* [TASK TO CARRY OUT]: Extract all lines in the data that contain the word "strokeStyle".

* [RECORD SET]:
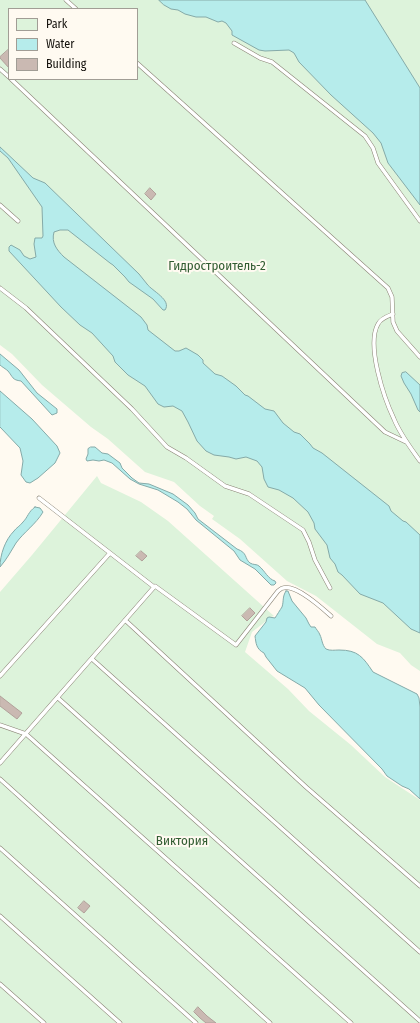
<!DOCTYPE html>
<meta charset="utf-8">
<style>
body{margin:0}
#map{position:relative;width:420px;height:1023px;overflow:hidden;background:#fffaf1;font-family:"Fira Sans Condensed",sans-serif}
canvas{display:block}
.legend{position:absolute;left:8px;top:8px;width:130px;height:72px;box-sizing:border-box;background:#fffaf1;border:1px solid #a19d95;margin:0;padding:5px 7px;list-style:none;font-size:12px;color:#14110c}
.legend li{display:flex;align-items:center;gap:8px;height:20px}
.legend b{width:20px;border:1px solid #a19d95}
</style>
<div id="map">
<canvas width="420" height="1023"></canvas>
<ul class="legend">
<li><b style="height:11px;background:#ddf3db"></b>Park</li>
<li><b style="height:11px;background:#b6eceb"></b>Water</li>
<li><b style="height:11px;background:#cab9b2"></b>Building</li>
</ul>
</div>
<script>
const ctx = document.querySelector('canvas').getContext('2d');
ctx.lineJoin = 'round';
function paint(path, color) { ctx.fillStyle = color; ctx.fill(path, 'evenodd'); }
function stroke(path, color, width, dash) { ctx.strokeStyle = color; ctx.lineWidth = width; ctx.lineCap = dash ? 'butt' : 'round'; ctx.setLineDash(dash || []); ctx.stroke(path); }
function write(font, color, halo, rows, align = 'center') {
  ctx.font = font + ' "Fira Sans Condensed",sans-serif'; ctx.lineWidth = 4; ctx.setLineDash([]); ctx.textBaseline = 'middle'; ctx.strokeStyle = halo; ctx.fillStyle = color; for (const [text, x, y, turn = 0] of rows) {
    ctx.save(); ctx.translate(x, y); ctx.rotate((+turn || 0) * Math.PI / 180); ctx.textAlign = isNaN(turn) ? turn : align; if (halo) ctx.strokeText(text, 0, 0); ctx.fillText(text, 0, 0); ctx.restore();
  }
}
paint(new Path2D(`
 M0 0H420V671L411 665 400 653 377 644 316 596 287 581 240 539 212 519 214 516 200 506 174 482 145 472 108 439 91 427 42 385 12 354 0 345ZM9 9H137V79H9Z
 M97 476 101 483 141 502 168 521 274 616 268 618 265 622 252 632 245 652 288 689 309 711 351 745 385 777 420 800V1023H0V592L32 555Z`), '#ddf3db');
const water = new Path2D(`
 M159 0H365L420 88V205L388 163 381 143 373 133 331 95 299 62 294 53 289 50 265 51 259 50 232 35V31L226 23 222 21 218 22 206 17H196L185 14 178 10 171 9 164 5Z
 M0 147 33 178 45 183 139 274C142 277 144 281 147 284 152 291 172 300 165 310H163L153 299 129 282 125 277 113 265 110 263 68 230H60L54 232C51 243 57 250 64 257L141 317 147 325 148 330 175 351H179L186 348 198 355 203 360V363L215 374 222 376 236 386 245 395 248 396 265 409 274 411 283 423 294 432 300 434 310 444 313 448 322 453 389 506 391 511 403 521 406 522 420 535V633L411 629 383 603 360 594 342 575 338 572 335 564 330 558 327 545 315 529 314 523 308 512 293 498 279 490 268 487 264 479 262 467 257 461 246 457 236 459 229 457 214 455 206 451 197 441 188 422 182 411 173 406 164 407 158 404 145 386 128 375 115 362 113 356 92 333 80 325 61 307 9 251V247L11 245 20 250 24 256 30 259 36 257 34 244 35 238H42L43 236 42 207 8 158 0 151Z
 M0 354 19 370 37 393 57 409V413L52 415 21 381C12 380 13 377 8 371 6 369 2 367 0 365Z
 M406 372 420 385V412L418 410 411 394 404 383 401 376 402 373Z
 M0 391 32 419 57 446 60 453 55 463 38 478 30 483 26 482 21 475 23 461 20 448 0 427Z
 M91 447H95L102 453 108 454 120 463 122 468 132 478 139 483 149 484 173 494 188 505 195 513 198 519 237 549C248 553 244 558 250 563 253 565 257 564 259 566 265 571 268 579 275 581L276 583 274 585H271L255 569 240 560 234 551 196 520 187 509 178 502 158 490 139 484 130 479 112 463 104 460 99 461 93 460 87 461 86 459 88 454V449Z
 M35 507 40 508 43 512C36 524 24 532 16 543 11 551 7 559 0 567 0 555 5 540 14 531 16 528 20 526 23 522 28 517 28 512 35 507Z
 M286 591H288L292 601 306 618 309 624 311 627H315C316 629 319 632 320 635 322 639 322 645 326 649 330 651 335 650 339 650 358 650 363 657 373 672L417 694 419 698 420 707V799L409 789 402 786 387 776 382 769 319 705 305 688 277 671 266 657 264 653C256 649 256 643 255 636L266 622 267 618 269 617 275 618C277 615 280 610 282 607 284 601 282 597 286 591Z`);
paint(water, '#b6eceb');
stroke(water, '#85aaa8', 1);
const building = new Path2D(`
 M9 49V68L0 58V57Z
 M150 188 156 194 151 200 145 194Z
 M141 551 147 556 142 561 136 556Z
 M250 608 255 613 247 621 242 616Z
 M0 696 22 713 17 719 0 706Z
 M84 901 90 906 84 913 78 908Z
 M198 1007 207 1016 216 1023H206L200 1018 194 1012Z`);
paint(building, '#cab9b2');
stroke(building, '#b1a19a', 1);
const lane = new Path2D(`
 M66 0 76 9
 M234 43 260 58 272 62 365 136 373 148 378 163 420 221
 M137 63 388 288 392 297 393 322 397 331 420 357
 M0 69 9 77
 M11 79 385 432 406 442
 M0 205 18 221
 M0 288 26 308 132 409 167 447 186 458 225 486 249 494 303 530 309 542 315 560 330 588
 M393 314C388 316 381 318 378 324 366 345 384 398 394 419 400 434 410 447 420 461
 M39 498 154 587
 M125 620 306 787 420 886
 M92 659 420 952
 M0 676 110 553
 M58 698 420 1021
 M0 725 26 734 351 1023
 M0 763 155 586 236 645 278 591C280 590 281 588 283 588 296 584 322 608 331 616
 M0 779 270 1023
 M0 848 196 1023
 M0 916 120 1023
 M0 984 44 1023`);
stroke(lane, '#8a8375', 4.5);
stroke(lane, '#fff', 3.5);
write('13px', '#315c31', '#fffaf1', [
 ["Гидростроитель-2",217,266],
 ["Виктория",182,841]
]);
</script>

* [SOLUTION FOR THIS PROBLEM]:
function stroke(path, color, width, dash) { ctx.strokeStyle = color; ctx.lineWidth = width; ctx.lineCap = dash ? 'butt' : 'round'; ctx.setLineDash(dash || []); ctx.stroke(path); }
  ctx.font = font + ' "Fira Sans Condensed",sans-serif'; ctx.lineWidth = 4; ctx.setLineDash([]); ctx.textBaseline = 'middle'; ctx.strokeStyle = halo; ctx.fillStyle = color; for (const [text, x, y, turn = 0] of rows) {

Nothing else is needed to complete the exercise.